◆ **Stored data entries**:
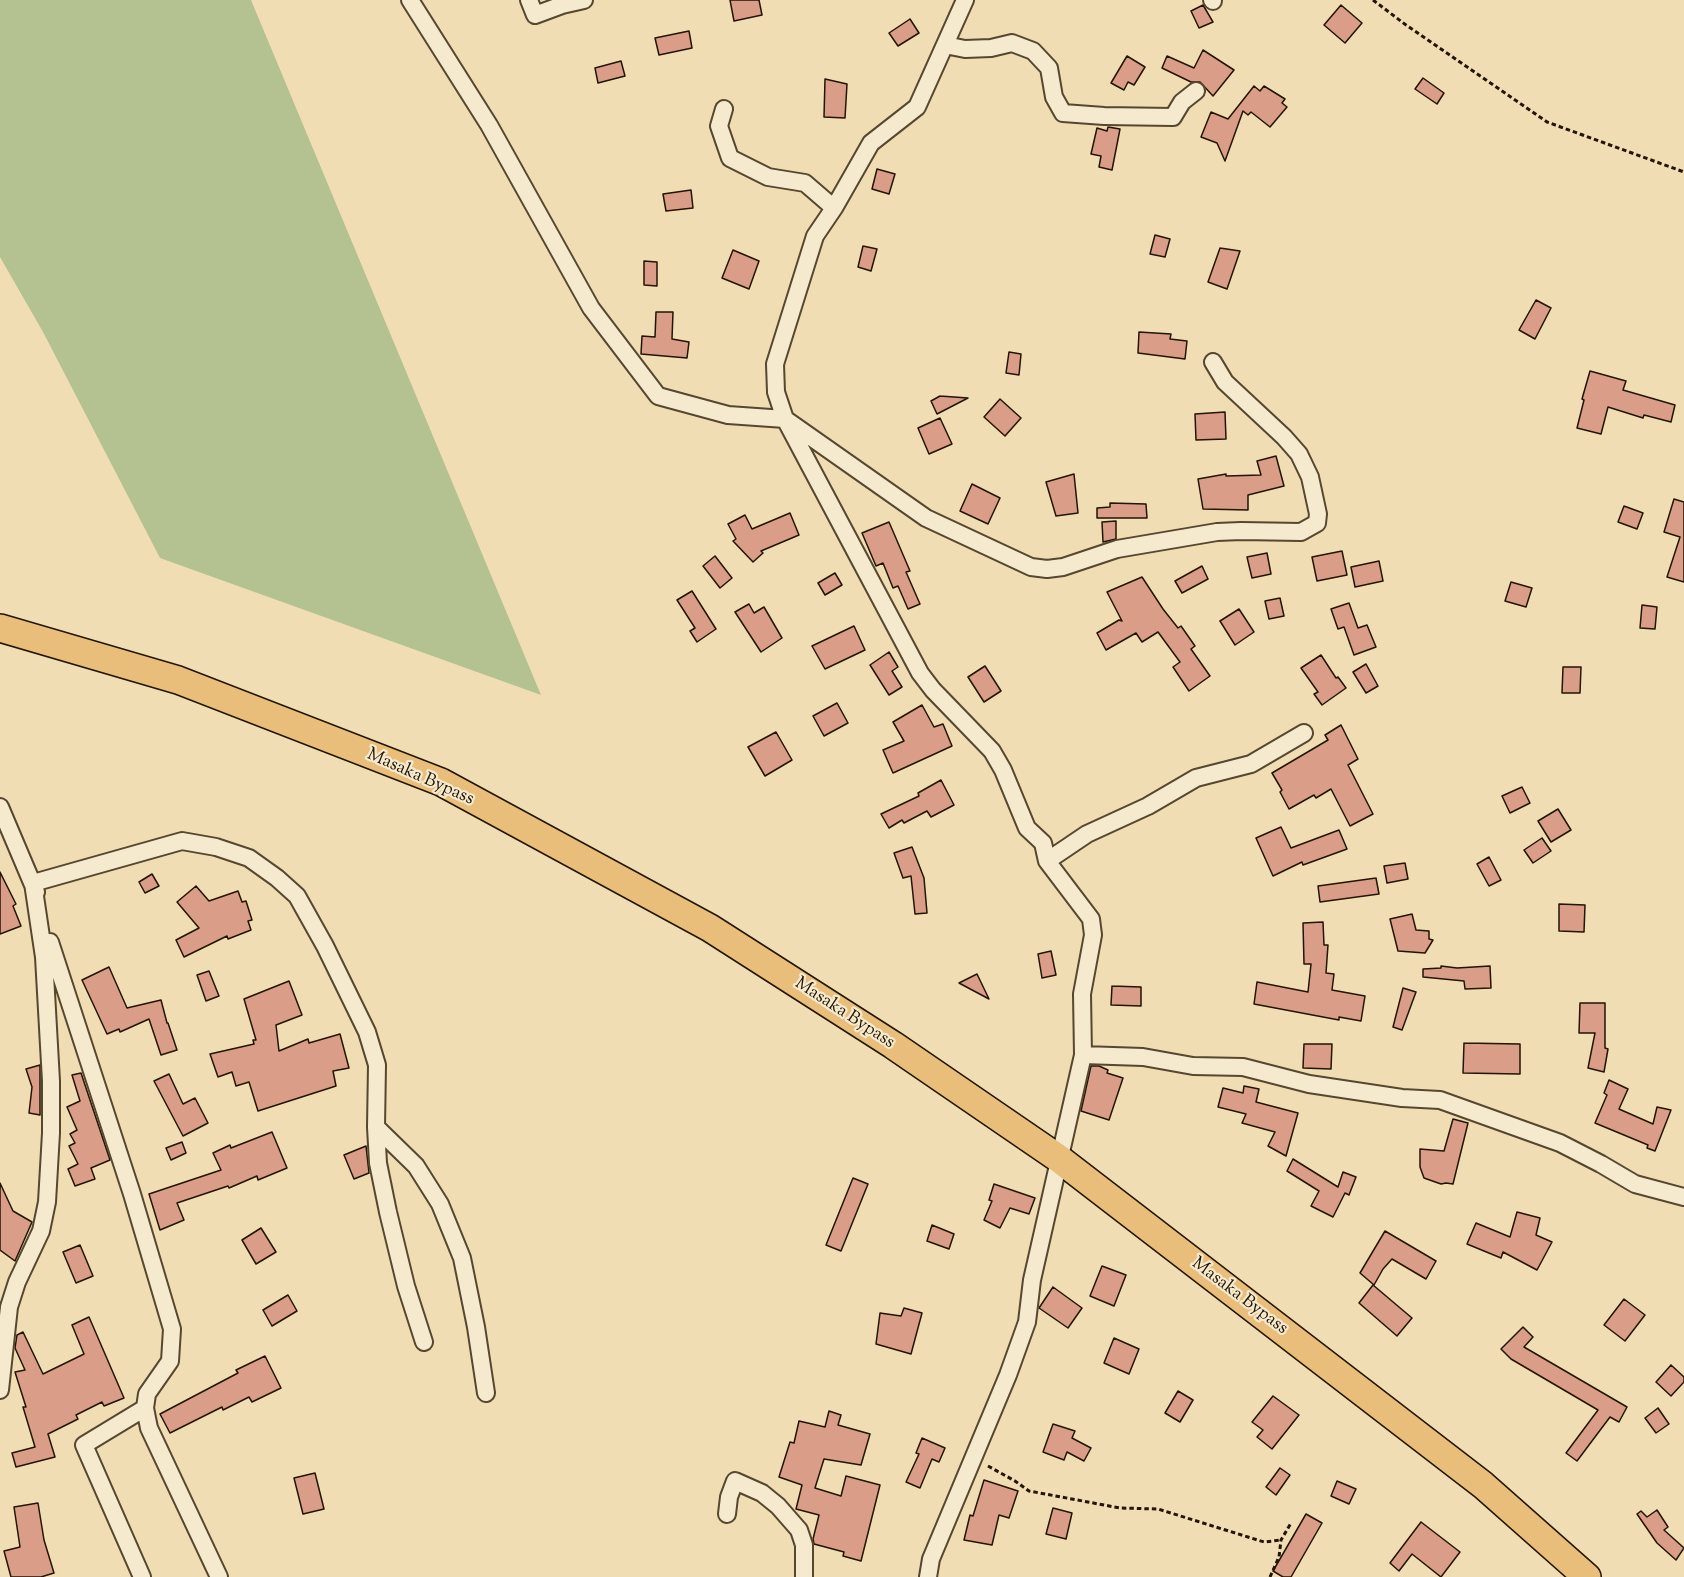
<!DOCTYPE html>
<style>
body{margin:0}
canvas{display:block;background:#f0ddb4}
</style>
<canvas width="1684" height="1577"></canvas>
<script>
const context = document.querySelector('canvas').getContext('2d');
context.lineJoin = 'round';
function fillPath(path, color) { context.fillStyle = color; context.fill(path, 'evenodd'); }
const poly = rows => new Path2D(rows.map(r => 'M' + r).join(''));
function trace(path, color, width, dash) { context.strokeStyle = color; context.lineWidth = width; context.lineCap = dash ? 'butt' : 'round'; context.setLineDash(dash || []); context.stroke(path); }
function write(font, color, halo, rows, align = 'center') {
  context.font = font + ' "Sorts Mill Goudy",serif'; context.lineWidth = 4.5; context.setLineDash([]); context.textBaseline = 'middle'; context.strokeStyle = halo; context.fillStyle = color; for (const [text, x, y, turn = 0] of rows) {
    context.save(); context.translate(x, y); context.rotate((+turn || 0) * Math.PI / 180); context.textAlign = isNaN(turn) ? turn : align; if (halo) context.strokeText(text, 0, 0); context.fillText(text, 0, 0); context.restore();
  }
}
fillPath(poly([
 [0,0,251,0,541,695,160,558,43,332,0,257]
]), '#b4c291');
const building = poly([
 [730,0,759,0,762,15,734,21,730,0],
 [1203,5,1213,22,1199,28,1191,11,1203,5],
 [1341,5,1362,23,1345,43,1324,25,1341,5],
 [910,19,919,33,898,46,889,33,910,19],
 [689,31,692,48,659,55,655,38,689,31],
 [1203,50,1234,70,1213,96,1200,82,1191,82,1162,68,1167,56,1194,68,1203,50],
 [1127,56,1145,67,1134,85,1128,82,1124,90,1111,83,1127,56],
 [621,61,625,76,598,83,595,68,621,61],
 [1423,78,1444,93,1437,104,1415,89,1423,78],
 [825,79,847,84,845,118,824,117,825,79],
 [1254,86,1260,91,1264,86,1285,99,1282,103,1287,107,1270,127,1251,112,1248,115,1243,111,1225,161,1217,143,1201,137,1211,112,1228,119,1254,86],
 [1108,127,1120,129,1112,170,1099,167,1101,156,1091,154,1097,128,1107,131,1108,127],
 [877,169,895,174,889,194,872,189,877,169],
 [691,190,693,208,666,211,663,194,691,190],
 [1155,235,1170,239,1165,257,1150,254,1155,235],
 [863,246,877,249,871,271,858,267,863,246],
 [1220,248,1240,251,1227,289,1208,282,1220,248],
 [733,250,759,261,749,289,722,278,733,250],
 [644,261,657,262,657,286,644,285,644,261],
 [1536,300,1551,308,1535,339,1519,330,1536,300],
 [656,312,673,312,672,339,689,342,687,358,641,354,642,336,655,337,656,312],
 [1139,332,1171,334,1170,339,1187,341,1185,359,1138,353,1139,332],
 [1009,352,1021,354,1019,375,1006,373,1009,352],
 [1590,371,1626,381,1623,390,1675,405,1671,422,1644,415,1643,418,1608,407,1601,434,1577,428,1584,400,1582,399,1590,371],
 [940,396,968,398,937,414,931,401,940,396],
 [1000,399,1021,418,1005,436,984,417,1000,399],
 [1225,412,1226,439,1196,440,1195,414,1225,412],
 [940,418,952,444,929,454,918,428,940,418],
 [1276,456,1284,486,1248,495,1248,510,1203,509,1198,479,1226,474,1226,476,1261,475,1257,461,1276,456],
 [1074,474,1078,513,1056,516,1046,482,1074,474],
 [972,484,1000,498,988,524,960,511,972,484],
 [1674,499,1684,502,1684,582,1667,577,1680,537,1664,532,1674,499],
 [1110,503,1146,504,1147,518,1097,518,1097,508,1110,507,1110,503],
 [1624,506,1643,513,1637,529,1618,522,1624,506],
 [790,513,799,535,761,551,763,553,753,562,733,541,736,539,728,524,745,515,752,529,790,513],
 [1116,521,1116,539,1103,542,1102,522,1116,521],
 [889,522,910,571,906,572,920,604,908,609,898,586,893,588,883,563,876,566,862,533,889,522],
 [1342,551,1347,575,1317,581,1312,557,1342,551],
 [1267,553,1271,574,1252,578,1247,557,1267,553],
 [715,556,732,578,720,588,703,566,715,556],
 [1379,561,1383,581,1355,587,1351,567,1379,561],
 [1202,566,1208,579,1182,593,1175,581,1202,566],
 [835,573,842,585,825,595,818,583,835,573],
 [1142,577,1163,609,1178,628,1181,626,1195,646,1191,649,1210,676,1189,691,1173,667,1180,662,1158,632,1142,642,1136,633,1106,650,1097,633,1119,620,1122,621,1107,592,1142,577],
 [1511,582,1532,588,1526,607,1505,601,1511,582],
 [692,591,716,629,697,642,690,631,695,628,677,600,692,591],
 [1280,598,1284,616,1269,619,1265,601,1280,598],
 [1349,603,1358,628,1367,625,1376,647,1354,655,1344,627,1338,629,1331,609,1349,603],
 [749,604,754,613,764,607,782,638,761,652,735,612,749,604],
 [1642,605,1657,607,1655,629,1640,628,1642,605],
 [1239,609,1254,632,1235,645,1220,621,1239,609],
 [854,626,865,650,825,669,812,646,854,626],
 [889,652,898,667,892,671,902,687,889,695,870,665,889,652],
 [1321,655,1336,678,1338,677,1346,688,1322,705,1314,694,1318,692,1301,668,1321,655],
 [1366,664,1378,686,1366,693,1353,672,1366,664],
 [985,666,1001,691,984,702,968,677,985,666],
 [1563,667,1581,667,1580,693,1562,693,1563,667],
 [837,703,848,723,824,736,813,716,837,703],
 [922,705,934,727,943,724,952,746,893,773,883,750,904,741,893,722,922,705],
 [1341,725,1358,759,1348,765,1373,814,1350,826,1331,789,1316,798,1314,795,1289,809,1280,792,1282,790,1272,773,1328,740,1325,735,1341,725],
 [776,732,792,760,765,776,748,747,776,732],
 [941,780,954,805,931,817,927,811,904,823,902,820,889,828,881,814,919,796,918,793,941,780],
 [1522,787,1530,803,1510,813,1502,796,1522,787],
 [1558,809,1571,830,1551,842,1538,821,1558,809],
 [1281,827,1291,848,1339,830,1347,849,1303,865,1302,862,1273,876,1256,838,1281,827],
 [1542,838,1551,851,1533,863,1524,850,1542,838],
 [912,847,924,878,927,913,915,914,911,876,903,878,894,853,912,847],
 [1489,857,1501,880,1489,886,1477,864,1489,857],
 [1405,863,1408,879,1387,883,1384,866,1405,863],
 [0,872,16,904,13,906,21,926,0,934,0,872],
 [152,874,159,886,145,893,139,882,152,874],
 [1376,878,1379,894,1320,902,1318,886,1376,878],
 [196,886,209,901,238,891,242,902,246,901,252,920,248,921,251,930,228,939,227,936,184,957,176,940,199,928,177,902,196,886],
 [1559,904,1585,905,1584,932,1559,931,1559,904],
 [1412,914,1416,930,1429,931,1429,939,1433,940,1425,953,1398,951,1390,919,1412,914],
 [1323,922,1324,945,1328,945,1326,973,1334,974,1332,990,1365,996,1361,1021,1339,1017,1339,1020,1254,1004,1257,982,1308,992,1311,964,1304,964,1303,923,1323,922],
 [1051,951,1056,975,1042,978,1038,954,1051,951],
 [1441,966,1457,968,1490,966,1491,988,1465,989,1464,981,1423,977,1423,969,1441,968,1441,966],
 [109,967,127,1008,161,1000,167,1023,168,1023,177,1050,161,1055,149,1019,120,1032,119,1029,107,1034,82,980,109,967],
 [209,971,219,996,206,1001,197,975,209,971],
 [977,974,989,999,959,983,977,974],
 [289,981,302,1015,276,1025,279,1051,308,1039,309,1043,340,1034,349,1068,333,1071,336,1086,258,1111,249,1082,236,1086,232,1072,218,1077,210,1054,254,1044,253,1040,256,1040,244,999,289,981],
 [1112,986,1141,987,1141,1006,1111,1005,1112,986],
 [1403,988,1416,992,1402,1030,1393,1027,1403,988],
 [1580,1003,1605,1003,1605,1048,1608,1049,1604,1072,1588,1068,1595,1033,1579,1033,1580,1003],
 [1464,1043,1520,1044,1520,1074,1463,1073,1464,1043],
 [1304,1044,1332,1044,1331,1069,1303,1068,1304,1044],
 [40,1065,40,1115,29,1113,32,1087,26,1069,40,1065],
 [1091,1066,1099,1066,1108,1070,1107,1073,1123,1078,1109,1120,1081,1111,1091,1066],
 [81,1073,110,1160,91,1168,95,1179,75,1186,68,1169,78,1164,69,1146,75,1143,70,1134,77,1130,67,1107,80,1101,72,1075,81,1073],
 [169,1074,183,1104,195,1098,208,1123,183,1136,154,1081,169,1074],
 [1609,1080,1628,1089,1619,1109,1653,1124,1657,1107,1671,1110,1655,1151,1647,1148,1648,1145,1595,1123,1607,1095,1604,1093,1609,1080],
 [1244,1086,1259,1089,1256,1102,1298,1113,1286,1156,1268,1146,1275,1132,1242,1123,1246,1114,1218,1107,1223,1088,1243,1093,1244,1086],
 [1453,1119,1468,1123,1453,1184,1446,1183,1441,1184,1424,1178,1420,1167,1420,1149,1444,1151,1453,1119],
 [272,1132,287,1168,258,1180,257,1176,229,1188,228,1186,177,1203,184,1220,160,1230,149,1194,221,1170,213,1153,230,1145,231,1148,272,1132],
 [182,1142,186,1153,171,1160,166,1148,182,1142],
 [366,1146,369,1173,354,1179,344,1155,366,1146],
 [1293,1159,1338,1187,1343,1172,1356,1177,1349,1195,1345,1193,1333,1217,1311,1206,1319,1191,1287,1171,1293,1159],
 [853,1178,868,1184,841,1251,826,1245,853,1178],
 [0,1183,13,1211,32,1222,15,1261,0,1250,0,1183],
 [994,1184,1035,1198,1029,1214,1010,1208,1000,1228,984,1220,992,1201,989,1200,994,1184],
 [1517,1212,1540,1218,1536,1235,1552,1242,1537,1270,1503,1252,1501,1258,1467,1244,1476,1223,1510,1237,1517,1212],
 [932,1225,954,1234,949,1249,927,1241,932,1225],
 [261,1228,276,1252,256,1264,242,1240,261,1228],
 [1385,1231,1436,1261,1426,1279,1392,1259,1383,1269,1374,1285,1360,1273,1385,1231],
 [80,1245,93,1276,76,1283,63,1252,80,1245],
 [1102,1266,1126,1275,1114,1306,1090,1296,1102,1266],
 [1373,1285,1412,1318,1397,1336,1359,1303,1373,1285],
 [1053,1287,1082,1308,1068,1328,1039,1308,1053,1287],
 [288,1295,297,1311,272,1326,263,1310,288,1295],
 [1624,1299,1645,1315,1625,1341,1604,1325,1624,1299],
 [904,1308,922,1313,911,1354,876,1344,880,1313,901,1316,904,1308],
 [89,1317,124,1398,104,1406,102,1402,76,1415,78,1419,48,1434,55,1457,16,1467,12,1453,35,1447,23,1407,26,1407,15,1372,25,1370,15,1348,17,1335,23,1332,43,1374,84,1354,72,1325,89,1317],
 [1523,1327,1533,1337,1524,1347,1627,1407,1619,1422,1610,1417,1577,1461,1566,1453,1598,1410,1511,1359,1501,1349,1523,1327],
 [1114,1338,1139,1349,1129,1374,1104,1363,1114,1338],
 [265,1356,281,1388,252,1402,249,1397,223,1410,222,1407,170,1433,160,1414,238,1373,236,1370,265,1356],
 [1671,1365,1684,1377,1684,1382,1671,1396,1656,1382,1671,1365],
 [1178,1391,1193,1400,1180,1422,1165,1413,1178,1391],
 [1273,1396,1299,1415,1272,1449,1257,1437,1263,1430,1252,1422,1273,1396],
 [1658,1408,1669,1424,1656,1433,1645,1418,1658,1408],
 [829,1411,841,1415,838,1425,870,1434,861,1465,824,1459,815,1488,841,1496,846,1476,880,1485,861,1561,843,1556,844,1552,814,1544,813,1539,819,1515,796,1509,802,1485,779,1477,790,1442,794,1443,799,1421,825,1427,829,1411],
 [1053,1424,1075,1431,1072,1438,1091,1448,1084,1461,1067,1452,1064,1460,1043,1452,1053,1424],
 [922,1438,945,1448,939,1462,932,1459,920,1488,906,1482,919,1454,916,1453,922,1438],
 [1280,1468,1290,1475,1276,1495,1266,1487,1280,1468],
 [315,1473,324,1509,303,1514,294,1478,315,1473],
 [984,1480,1018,1491,1009,1518,999,1515,992,1545,964,1540,970,1515,973,1516,984,1480],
 [1337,1481,1356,1489,1349,1504,1331,1496,1337,1481],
 [38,1503,44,1540,54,1573,41,1577,11,1577,4,1551,20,1547,14,1507,38,1503],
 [1053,1508,1072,1513,1066,1539,1046,1534,1053,1508],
 [1657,1510,1668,1527,1664,1530,1684,1548,1676,1560,1657,1543,1637,1514,1641,1511,1647,1517,1657,1510],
 [1306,1514,1322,1523,1291,1577,1283,1577,1273,1571,1306,1514],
 [1421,1522,1460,1552,1441,1577,1412,1554,1399,1571,1390,1563,1421,1522]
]);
fillPath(building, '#d99d88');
trace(building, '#221503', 1.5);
const minor = poly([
 [410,0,489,125,591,308,658,396,728,415,785,419,926,518,1031,567,1047,569,1063,567,1117,549,1217,532,1241,531,1301,532,1317,523,1318,514,1310,477,1299,454,1284,437,1225,382,1213,362],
 [529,0,535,15,562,5,584,0],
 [1212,0,1213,1],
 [945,45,965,49,991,48,1012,43,1033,51,1049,68,1054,97,1063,113,1104,116,1173,117,1182,102,1196,91],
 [724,109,719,126,730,158,768,177,805,183,834,208,815,236,775,364,776,392,785,419,920,673,933,690,992,751,1003,770,1027,828,1043,843,1047,861,1091,919,1093,935,1082,994,1083,1055,1032,1280,1027,1322,1008,1375,931,1559,928,1577],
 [834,208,871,143,917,107,965,0],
 [0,807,36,892],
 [1047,861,1087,834,1148,806,1196,778,1251,764,1304,733],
 [50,942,132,1194,172,1329,170,1361,147,1394,145,1408,149,1428,219,1577],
 [1083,1055,1143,1057,1193,1066,1243,1067,1309,1084,1402,1098,1440,1100,1560,1143,1601,1164,1635,1184,1684,1197],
 [376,1127,378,1163,388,1212,406,1286,424,1342],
 [0,1390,9,1307,17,1282,41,1231,47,1202,51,1133,51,1081,44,957,33,883,182,841,216,847,249,858,277,878,297,896,325,946,367,1032,377,1065,376,1127,416,1166,440,1204,462,1258,476,1327,486,1393],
 [727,1514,729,1497,735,1481,762,1493,778,1506,799,1530,804,1545,804,1577],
 [142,1577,84,1445,145,1408]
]);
const trunk = poly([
 [0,628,178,680,441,782,710,928,893,1045,1058,1158,1483,1485,1587,1577]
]);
trace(minor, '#56472f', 20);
trace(trunk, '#221503', 30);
trace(poly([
 [1373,0,1406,25,1547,122,1684,172],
 [988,1466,1015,1481,1029,1491,1120,1508,1158,1509,1264,1542,1281,1540],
 [1270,1577,1279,1557,1281,1540,1291,1523]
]), '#221503', 3, [4.5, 3]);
trace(minor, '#f5e9ce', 16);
trace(trunk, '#e8be7a', 27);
write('18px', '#221503', '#f5e9ce', [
 ["Masaka Bypass",420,778,24],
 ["Masaka Bypass",844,1014,33],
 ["Masaka Bypass",1239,1297,37]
]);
</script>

◆ **WORK ORDER**:
Beginning at the line with "context = document.querySelector('canvas').getContext('2d');" and ending at the line with "function write(font, color, halo, rows, align", reproduce each line of the data above exactly, and add no other lines.

◆ **RESULT OF THE EXERCISE**:
const context = document.querySelector('canvas').getContext('2d');
context.lineJoin = 'round';
function fillPath(path, color) { context.fillStyle = color; context.fill(path, 'evenodd'); }
const poly = rows => new Path2D(rows.map(r => 'M' + r).join(''));
function trace(path, color, width, dash) { context.strokeStyle = color; context.lineWidth = width; context.lineCap = dash ? 'butt' : 'round'; context.setLineDash(dash || []); context.stroke(path); }
function write(font, color, halo, rows, align = 'center') {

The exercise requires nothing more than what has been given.